Jayaraj P B, Ajay Mathias K, Nufail M, Gopakumar G, Jaleel U C A
Department of Computer Science and Engineering, National Institute of Technology Calicut, NITC Campus, Calicut, Kerala 673601 India.
Center for Cheminformatics, Open Source Pharma, No. 22, World Trade Centre, Malleswaram, Bengaluru, Karnataka 560055 India.
J Cheminform. 2016 Mar 1;8:12. doi: 10.1186/s13321-016-0124-8. eCollection 2016.
In-silico methods are an integral part of modern drug discovery paradigm. Virtual screening, an in-silico method, is used to refine data models and reduce the chemical space on which wet lab experiments need to be performed. Virtual screening of a ligand data model requires large scale computations, making it a highly time consuming task.
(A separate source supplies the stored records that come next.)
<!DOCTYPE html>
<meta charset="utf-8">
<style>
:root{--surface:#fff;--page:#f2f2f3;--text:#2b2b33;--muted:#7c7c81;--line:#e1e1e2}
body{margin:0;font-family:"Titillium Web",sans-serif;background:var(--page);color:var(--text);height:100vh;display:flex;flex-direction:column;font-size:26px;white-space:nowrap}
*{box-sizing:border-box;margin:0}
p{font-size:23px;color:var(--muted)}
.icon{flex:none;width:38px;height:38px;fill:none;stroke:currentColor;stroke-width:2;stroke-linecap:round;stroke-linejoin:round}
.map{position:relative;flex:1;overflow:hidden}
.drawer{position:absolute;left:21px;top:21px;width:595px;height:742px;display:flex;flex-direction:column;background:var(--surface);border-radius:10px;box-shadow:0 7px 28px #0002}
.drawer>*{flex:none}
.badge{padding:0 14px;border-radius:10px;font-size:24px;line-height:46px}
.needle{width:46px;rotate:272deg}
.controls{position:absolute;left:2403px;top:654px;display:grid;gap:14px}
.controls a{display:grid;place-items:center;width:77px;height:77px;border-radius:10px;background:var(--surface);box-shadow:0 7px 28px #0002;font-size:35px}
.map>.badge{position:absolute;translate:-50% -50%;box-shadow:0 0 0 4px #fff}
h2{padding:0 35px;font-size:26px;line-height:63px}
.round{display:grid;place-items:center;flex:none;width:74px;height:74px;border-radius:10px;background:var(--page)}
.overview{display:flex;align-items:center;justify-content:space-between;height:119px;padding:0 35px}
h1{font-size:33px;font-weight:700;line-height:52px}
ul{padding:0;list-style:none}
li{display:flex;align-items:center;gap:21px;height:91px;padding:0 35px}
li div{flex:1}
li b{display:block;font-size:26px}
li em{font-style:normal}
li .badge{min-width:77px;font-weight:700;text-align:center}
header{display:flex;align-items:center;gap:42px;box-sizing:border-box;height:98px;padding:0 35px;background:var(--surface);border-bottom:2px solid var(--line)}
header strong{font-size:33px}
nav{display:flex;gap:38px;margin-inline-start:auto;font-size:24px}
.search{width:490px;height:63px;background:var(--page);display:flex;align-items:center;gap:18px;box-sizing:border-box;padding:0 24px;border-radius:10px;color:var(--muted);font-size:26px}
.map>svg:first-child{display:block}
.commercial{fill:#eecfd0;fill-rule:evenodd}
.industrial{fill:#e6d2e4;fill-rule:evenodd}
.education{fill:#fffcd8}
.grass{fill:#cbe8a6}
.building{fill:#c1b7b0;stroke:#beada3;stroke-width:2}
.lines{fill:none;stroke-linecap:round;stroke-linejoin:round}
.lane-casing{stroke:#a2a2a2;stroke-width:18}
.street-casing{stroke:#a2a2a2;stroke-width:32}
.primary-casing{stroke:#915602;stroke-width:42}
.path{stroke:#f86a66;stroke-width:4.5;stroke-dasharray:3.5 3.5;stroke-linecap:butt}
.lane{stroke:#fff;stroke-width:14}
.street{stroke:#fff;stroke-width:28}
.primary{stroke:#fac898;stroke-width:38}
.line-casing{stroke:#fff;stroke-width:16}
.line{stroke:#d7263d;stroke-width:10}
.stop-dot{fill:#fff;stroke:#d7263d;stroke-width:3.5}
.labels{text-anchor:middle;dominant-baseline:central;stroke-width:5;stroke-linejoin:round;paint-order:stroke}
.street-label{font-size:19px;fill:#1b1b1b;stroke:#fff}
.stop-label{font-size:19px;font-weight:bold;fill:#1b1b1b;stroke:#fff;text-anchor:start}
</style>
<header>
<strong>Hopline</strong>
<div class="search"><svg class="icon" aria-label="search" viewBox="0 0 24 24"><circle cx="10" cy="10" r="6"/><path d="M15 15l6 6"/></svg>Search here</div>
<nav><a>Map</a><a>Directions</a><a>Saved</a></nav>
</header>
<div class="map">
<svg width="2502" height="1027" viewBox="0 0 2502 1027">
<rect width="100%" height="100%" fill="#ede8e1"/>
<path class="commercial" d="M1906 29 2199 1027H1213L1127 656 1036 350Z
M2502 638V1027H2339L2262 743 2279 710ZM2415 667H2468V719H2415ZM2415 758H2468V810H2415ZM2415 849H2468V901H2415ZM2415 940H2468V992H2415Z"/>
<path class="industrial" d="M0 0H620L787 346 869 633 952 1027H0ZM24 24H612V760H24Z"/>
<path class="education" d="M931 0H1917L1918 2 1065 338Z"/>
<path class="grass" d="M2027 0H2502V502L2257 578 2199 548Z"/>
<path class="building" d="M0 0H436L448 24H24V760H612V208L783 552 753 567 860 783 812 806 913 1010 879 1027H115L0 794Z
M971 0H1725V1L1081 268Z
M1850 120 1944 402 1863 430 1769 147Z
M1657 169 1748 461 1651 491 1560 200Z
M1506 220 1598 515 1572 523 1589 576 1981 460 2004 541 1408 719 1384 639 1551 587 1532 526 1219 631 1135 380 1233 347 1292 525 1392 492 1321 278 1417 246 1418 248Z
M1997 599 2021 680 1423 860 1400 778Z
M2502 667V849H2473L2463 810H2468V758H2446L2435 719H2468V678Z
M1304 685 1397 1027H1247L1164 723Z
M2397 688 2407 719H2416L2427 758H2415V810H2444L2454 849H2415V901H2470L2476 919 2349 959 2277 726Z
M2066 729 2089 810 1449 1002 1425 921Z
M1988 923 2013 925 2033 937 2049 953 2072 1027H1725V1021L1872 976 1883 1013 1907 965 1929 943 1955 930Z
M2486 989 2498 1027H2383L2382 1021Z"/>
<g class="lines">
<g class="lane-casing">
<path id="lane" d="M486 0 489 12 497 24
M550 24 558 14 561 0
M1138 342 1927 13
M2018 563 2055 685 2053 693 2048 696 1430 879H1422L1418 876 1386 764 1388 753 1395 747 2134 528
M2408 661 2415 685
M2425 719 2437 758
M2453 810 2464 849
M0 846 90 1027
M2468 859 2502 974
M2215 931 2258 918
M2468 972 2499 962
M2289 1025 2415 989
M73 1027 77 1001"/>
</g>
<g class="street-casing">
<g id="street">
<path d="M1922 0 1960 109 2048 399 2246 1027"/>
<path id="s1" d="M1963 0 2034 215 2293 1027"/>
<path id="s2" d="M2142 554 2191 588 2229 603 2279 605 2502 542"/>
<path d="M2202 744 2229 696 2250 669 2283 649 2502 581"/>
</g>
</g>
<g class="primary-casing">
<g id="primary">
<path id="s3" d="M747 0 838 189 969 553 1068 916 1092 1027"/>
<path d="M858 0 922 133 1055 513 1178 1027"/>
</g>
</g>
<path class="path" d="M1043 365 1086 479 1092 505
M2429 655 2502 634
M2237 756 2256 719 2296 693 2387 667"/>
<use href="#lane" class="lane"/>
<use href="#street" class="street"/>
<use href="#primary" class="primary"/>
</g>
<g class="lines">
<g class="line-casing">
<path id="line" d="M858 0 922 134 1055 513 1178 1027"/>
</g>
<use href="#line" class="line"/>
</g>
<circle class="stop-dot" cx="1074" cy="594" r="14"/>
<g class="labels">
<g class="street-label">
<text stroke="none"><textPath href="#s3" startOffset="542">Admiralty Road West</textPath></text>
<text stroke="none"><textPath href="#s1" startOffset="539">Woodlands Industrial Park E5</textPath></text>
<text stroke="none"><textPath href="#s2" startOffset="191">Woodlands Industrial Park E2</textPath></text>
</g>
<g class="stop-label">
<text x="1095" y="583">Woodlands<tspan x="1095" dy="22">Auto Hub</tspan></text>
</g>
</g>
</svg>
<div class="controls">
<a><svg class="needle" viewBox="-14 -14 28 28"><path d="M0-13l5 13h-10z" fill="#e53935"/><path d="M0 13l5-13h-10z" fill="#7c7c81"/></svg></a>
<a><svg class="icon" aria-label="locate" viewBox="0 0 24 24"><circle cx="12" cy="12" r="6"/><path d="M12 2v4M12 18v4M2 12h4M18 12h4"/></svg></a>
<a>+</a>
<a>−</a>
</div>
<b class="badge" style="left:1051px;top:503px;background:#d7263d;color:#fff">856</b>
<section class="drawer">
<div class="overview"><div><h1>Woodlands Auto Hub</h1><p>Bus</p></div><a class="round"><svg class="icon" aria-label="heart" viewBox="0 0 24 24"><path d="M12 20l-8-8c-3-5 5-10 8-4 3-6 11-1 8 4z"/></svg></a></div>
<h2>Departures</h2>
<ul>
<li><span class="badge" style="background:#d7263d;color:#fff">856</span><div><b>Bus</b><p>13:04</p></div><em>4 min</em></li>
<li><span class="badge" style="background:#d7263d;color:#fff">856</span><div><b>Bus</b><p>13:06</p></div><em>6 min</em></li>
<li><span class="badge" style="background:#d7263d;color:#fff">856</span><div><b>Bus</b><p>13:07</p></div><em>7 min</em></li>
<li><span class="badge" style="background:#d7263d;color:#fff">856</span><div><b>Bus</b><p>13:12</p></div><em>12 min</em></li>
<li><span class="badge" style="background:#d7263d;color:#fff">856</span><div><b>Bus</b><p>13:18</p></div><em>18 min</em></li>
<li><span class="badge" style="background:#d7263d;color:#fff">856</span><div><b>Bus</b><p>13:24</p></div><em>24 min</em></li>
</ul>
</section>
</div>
This process can be speeded up by implementing parallelized algorithms on a Graphical Processing Unit (GPU).
Random Forest is a robust classification algorithm that can be employed in the virtual screening. A ligand based virtual screening tool (GPURFSCREEN) that uses random forests on GPU systems has been proposed and evaluated in this paper. This tool produces optimized results at a lower execution time for large bioassay data sets. The quality of results produced by our tool on GPU is same as that on a regular serial environment.
Considering the magnitude of data to be screened, the parallelized virtual screening has a significantly lower running time at high throughput. The proposed parallel tool outperforms its serial counterpart by successfully screening billions of molecules in training and prediction phases.
计算机模拟方法是现代药物发现范式的一个组成部分。虚拟筛选作为一种计算机模拟方法,用于优化数据模型并缩小需要进行湿实验室实验的化学空间。对配体数据模型进行虚拟筛选需要大规模计算,这使其成为一项耗时极长的任务。通过在图形处理单元(GPU)上实现并行算法,可以加快这一过程。
随机森林是一种强大的分类算法,可用于虚拟筛选。本文提出并评估了一种在GPU系统上使用随机森林的基于配体的虚拟筛选工具(GPURFSCREEN)。该工具在较低的执行时间内为大型生物测定数据集产生了优化结果。我们的工具在GPU上产生的结果质量与在常规串行环境中相同。
考虑到要筛选的数据量,并行化虚拟筛选在高吞吐量下的运行时间显著更低。所提出的并行工具在训练和预测阶段成功筛选了数十亿个分子,其性能优于串行工具。